• [What you have to do]
Your copy should hold exactly the lines from the beginning of the listing below through the line with "Enumerate all labels, markers", without any pictures.

• [Record extracts]
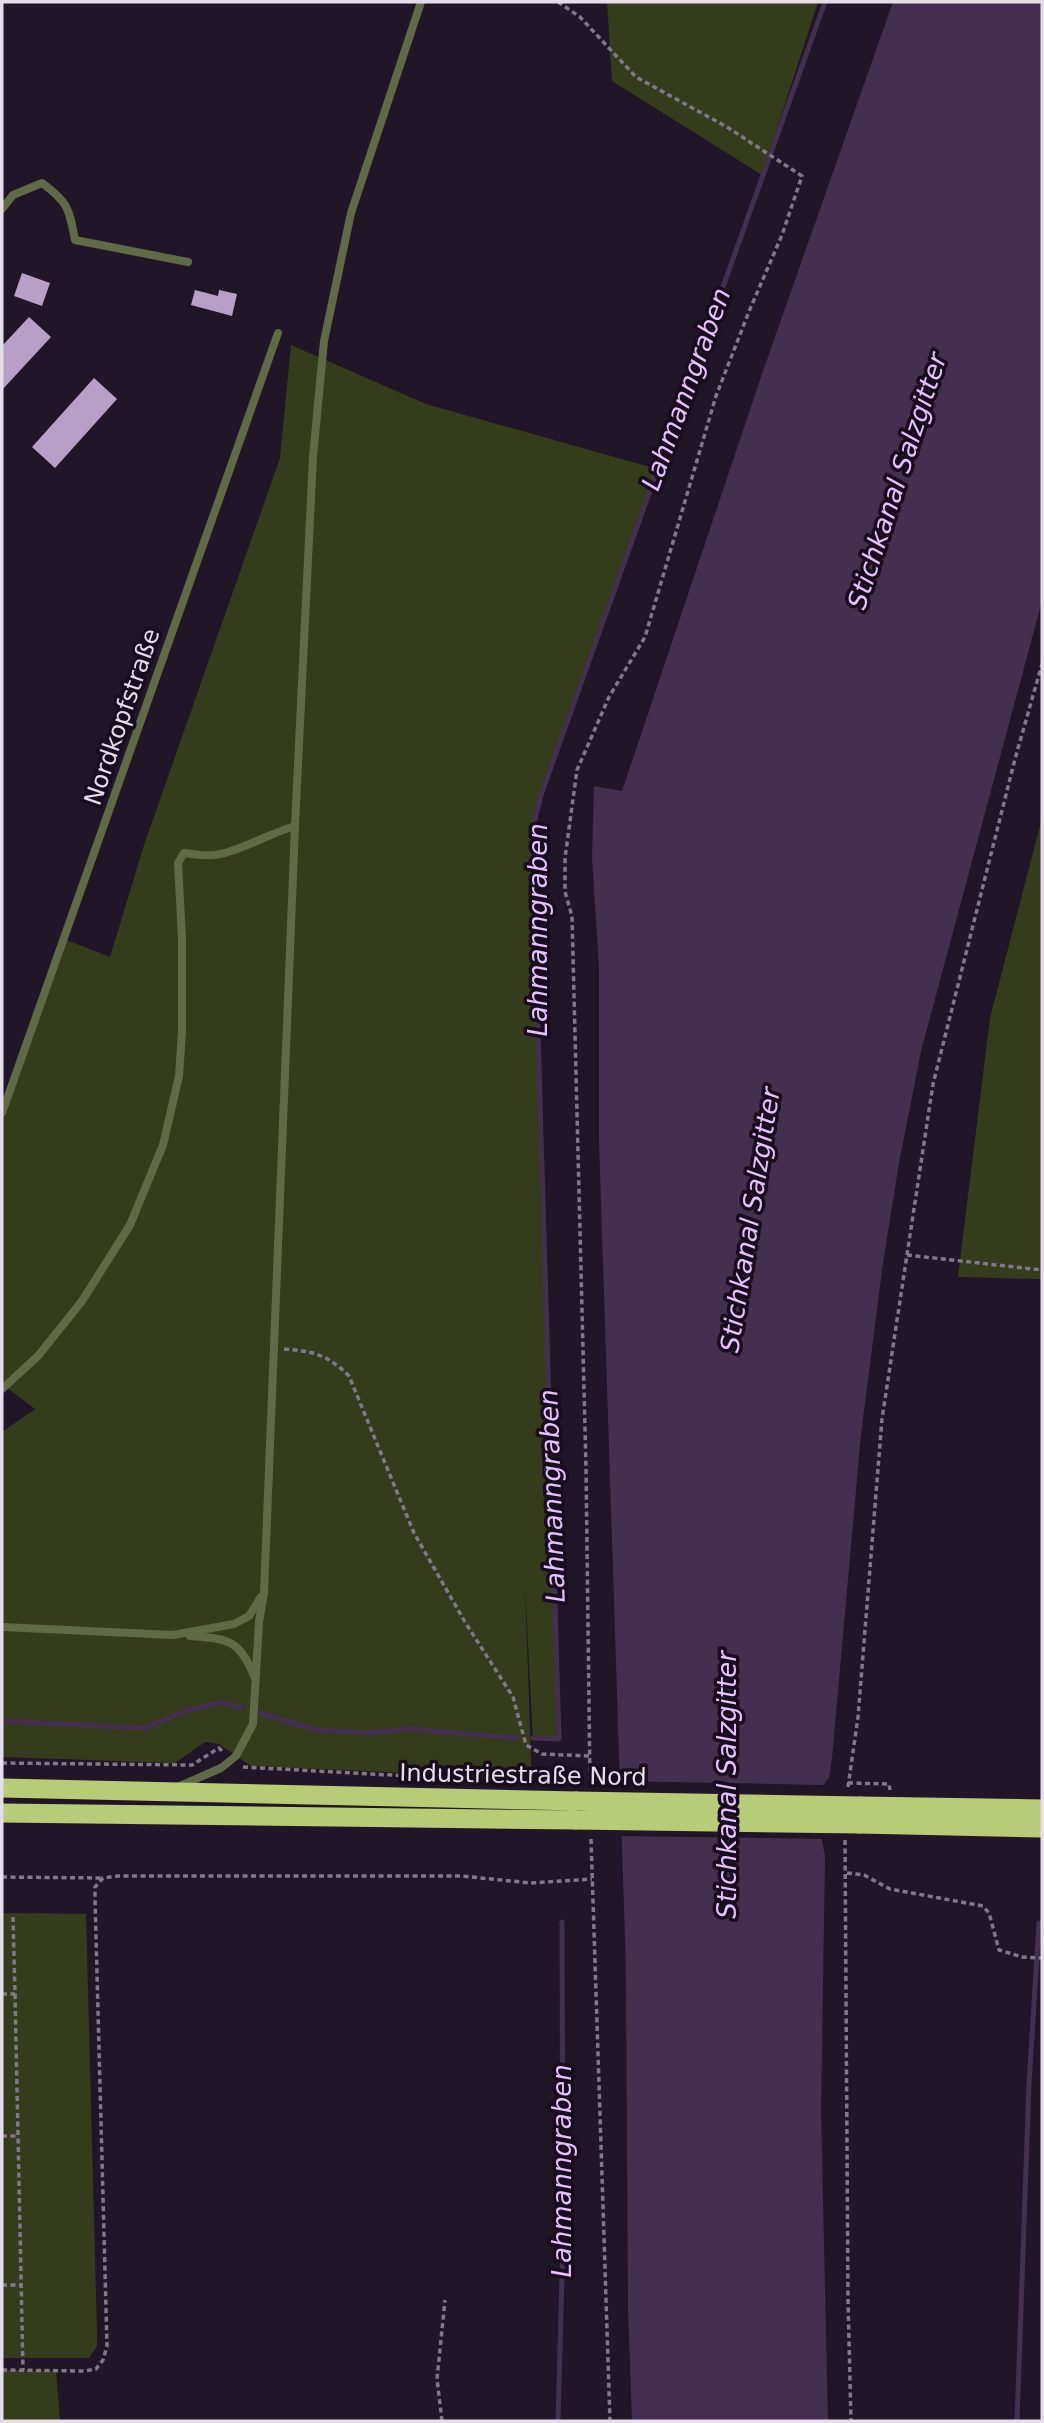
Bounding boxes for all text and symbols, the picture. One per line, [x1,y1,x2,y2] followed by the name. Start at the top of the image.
[635,284,737,494] water label: Lahmanngraben
[841,347,953,613] water label: Stichkanal Salzgitter
[79,625,165,809] street label: Nordkopfstraße
[523,823,553,1037] water label: Lahmanngraben
[714,1083,786,1355] water label: Stichkanal Salzgitter
[533,1389,571,1603] water label: Lahmanngraben
[712,1649,742,1919] water label: Stichkanal Salzgitter
[399,1759,647,1791] street label: Industriestraße Nord
[547,2064,577,2278] water label: Lahmanngraben

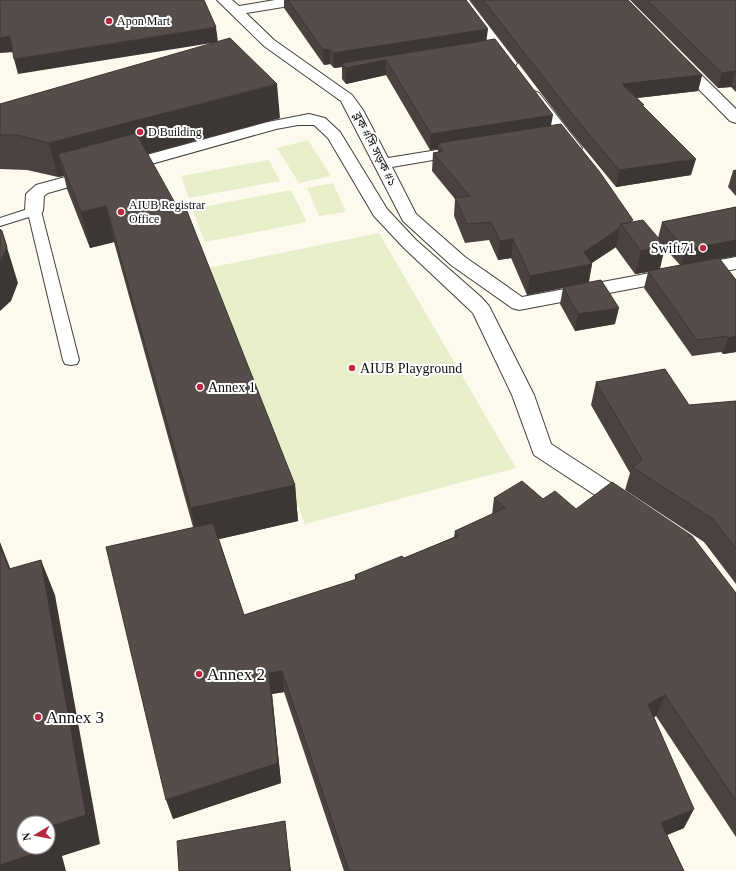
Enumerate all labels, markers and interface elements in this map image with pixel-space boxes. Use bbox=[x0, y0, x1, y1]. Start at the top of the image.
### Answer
place label: Apon Mart bbox=[117, 14, 171, 28]
marker: Apon Mart bbox=[104, 16, 114, 26]
street label: ব্লক #সি সড়ক #১ bbox=[350, 108, 401, 188]
place label: D Building bbox=[148, 125, 202, 139]
marker: D Building bbox=[135, 127, 145, 137]
place label: AIUB Registrar Office bbox=[129, 198, 205, 226]
marker: AIUB Registrar Office bbox=[116, 207, 126, 217]
place label: Swift71 bbox=[651, 241, 695, 256]
marker: Swift71 bbox=[698, 243, 708, 253]
place label: AIUB Playground bbox=[360, 361, 462, 376]
marker: AIUB Playground bbox=[347, 363, 357, 373]
place label: Annex 1 bbox=[208, 380, 256, 395]
marker: Annex 1 bbox=[195, 382, 205, 392]
place label: Annex 2 bbox=[207, 665, 265, 684]
marker: Annex 2 bbox=[194, 669, 204, 679]
place label: Annex 3 bbox=[46, 708, 104, 727]
marker: Annex 3 bbox=[33, 712, 43, 722]
north arrow bbox=[16, 815, 56, 855]
text: N bbox=[20, 832, 33, 842]

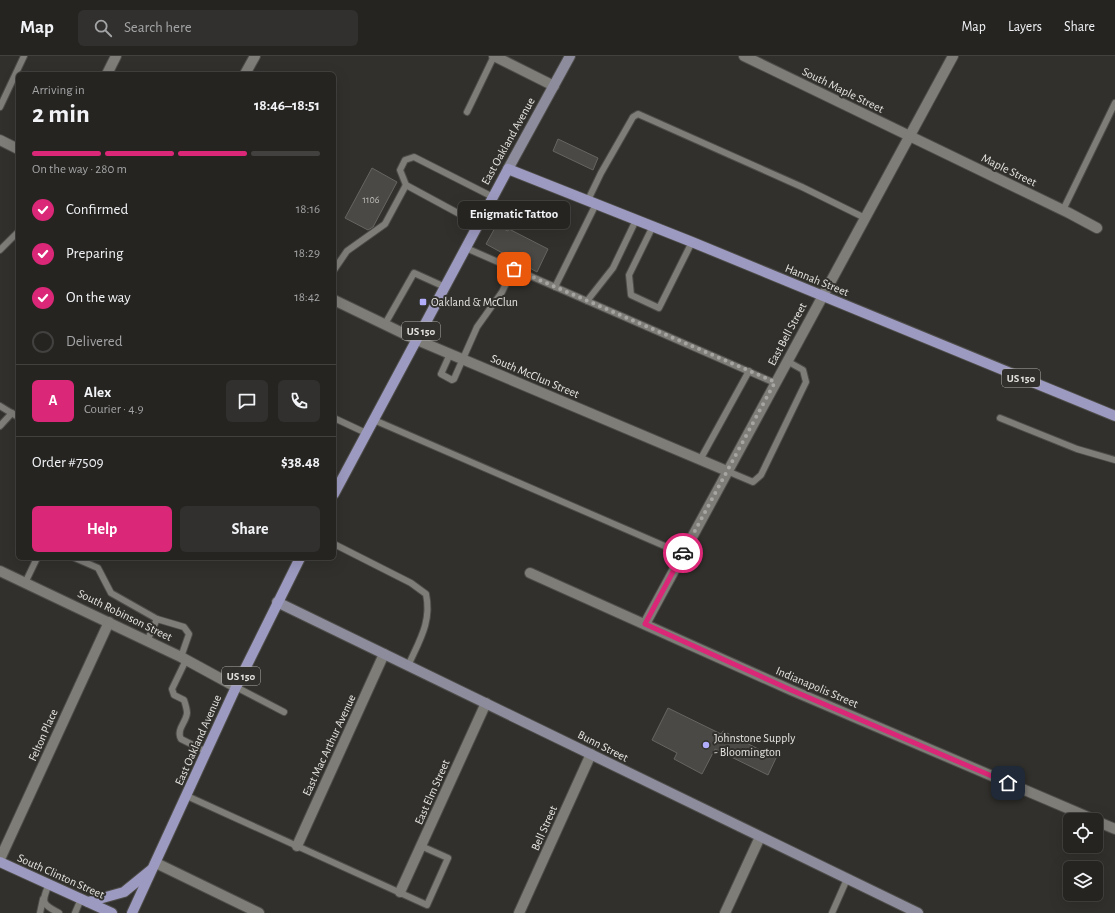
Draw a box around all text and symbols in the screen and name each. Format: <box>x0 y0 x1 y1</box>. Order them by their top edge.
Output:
search box <box>78 10 358 46</box>
icon: search <box>92 17 114 39</box>
text: Map <box>20 18 54 37</box>
text: Search here <box>124 20 192 35</box>
text: Map <box>961 20 986 34</box>
text: Layers <box>1008 20 1042 34</box>
text: Share <box>1064 20 1095 34</box>
street label: South Maple Street <box>800 65 886 115</box>
text: Arriving in <box>32 84 85 97</box>
street label: East Oakland Avenue <box>479 95 537 187</box>
text: 18:46–18:51 <box>254 98 320 113</box>
text: 2 min <box>32 101 90 127</box>
street label: Maple Street <box>980 152 1039 189</box>
text: On the way · 280 m <box>32 163 127 176</box>
house number: 1106 <box>363 195 380 205</box>
icon: check <box>32 199 54 221</box>
callout: Enigmatic Tattoo <box>458 201 570 229</box>
text: Confirmed <box>66 202 128 217</box>
text: 18:16 <box>296 203 320 216</box>
text: Enigmatic Tattoo <box>470 208 558 221</box>
icon: check <box>32 243 54 265</box>
text: Preparing <box>66 246 123 261</box>
text: 18:29 <box>294 247 320 260</box>
pin <box>497 252 531 286</box>
icon: bag <box>503 258 525 280</box>
street label: Hannah Street <box>783 262 851 298</box>
icon: check <box>32 287 54 309</box>
text: On the way <box>66 290 131 305</box>
text: 18:42 <box>294 291 320 304</box>
place label: Oakland & McClun <box>431 296 518 308</box>
marker: Oakland & McClun <box>418 297 428 307</box>
street label: East Bell Street <box>765 300 809 367</box>
road number: US 150 <box>402 322 440 340</box>
text: Delivered <box>66 334 123 349</box>
street label: South McClun Street <box>489 352 581 400</box>
road number: US 150 <box>1002 369 1040 387</box>
button: chat <box>226 380 268 422</box>
button: phone <box>278 380 320 422</box>
text: Alex <box>84 385 111 400</box>
text: A <box>48 393 58 408</box>
text: Courier · 4.9 <box>84 403 144 416</box>
text: Order #7509 <box>32 455 104 470</box>
text: $38.48 <box>281 455 320 470</box>
button: Help <box>32 506 172 552</box>
button: Share <box>180 506 320 552</box>
courier <box>663 533 703 573</box>
icon: car <box>672 542 694 564</box>
street label: South Robinson Street <box>76 587 174 643</box>
street label: Indianapolis Street <box>774 664 860 710</box>
road number: US 150 <box>222 667 260 685</box>
street label: East Mac Arthur Avenue <box>300 692 358 798</box>
street label: East Oakland Avenue <box>173 693 223 787</box>
street label: Felton Place <box>26 707 60 763</box>
street label: Bunn Street <box>576 728 630 764</box>
place label: Johnstone Supply - Bloomington <box>714 732 795 758</box>
marker: Johnstone Supply - Bloomington <box>701 740 711 750</box>
street label: East Elm Street <box>412 757 452 826</box>
pin <box>991 766 1025 800</box>
icon: home <box>997 772 1019 794</box>
street label: Bell Street <box>529 803 559 852</box>
map controls <box>1063 813 1103 901</box>
button: locate <box>1063 813 1103 853</box>
street label: South Clinton Street <box>16 851 106 901</box>
button: layers <box>1063 861 1103 901</box>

• [Exercise solution]
Bounding boxes for all text and symbols, the picture. One per line, [x1,y1,x2,y2] followed by the name. Start at the top of the image.
[635,284,737,494] water label: Lahmanngraben
[841,347,953,613] water label: Stichkanal Salzgitter
[79,625,165,809] street label: Nordkopfstraße
[523,823,553,1037] water label: Lahmanngraben
[714,1083,786,1355] water label: Stichkanal Salzgitter
[533,1389,571,1603] water label: Lahmanngraben
[712,1649,742,1919] water label: Stichkanal Salzgitter
[399,1759,647,1791] street label: Industriestraße Nord
[547,2064,577,2278] water label: Lahmanngraben

Enumerate all labels, markers and interface elements in this map image with pixel-space boxes. Use bbox=[x0, y0, x1, y1]. Start at the top of the image.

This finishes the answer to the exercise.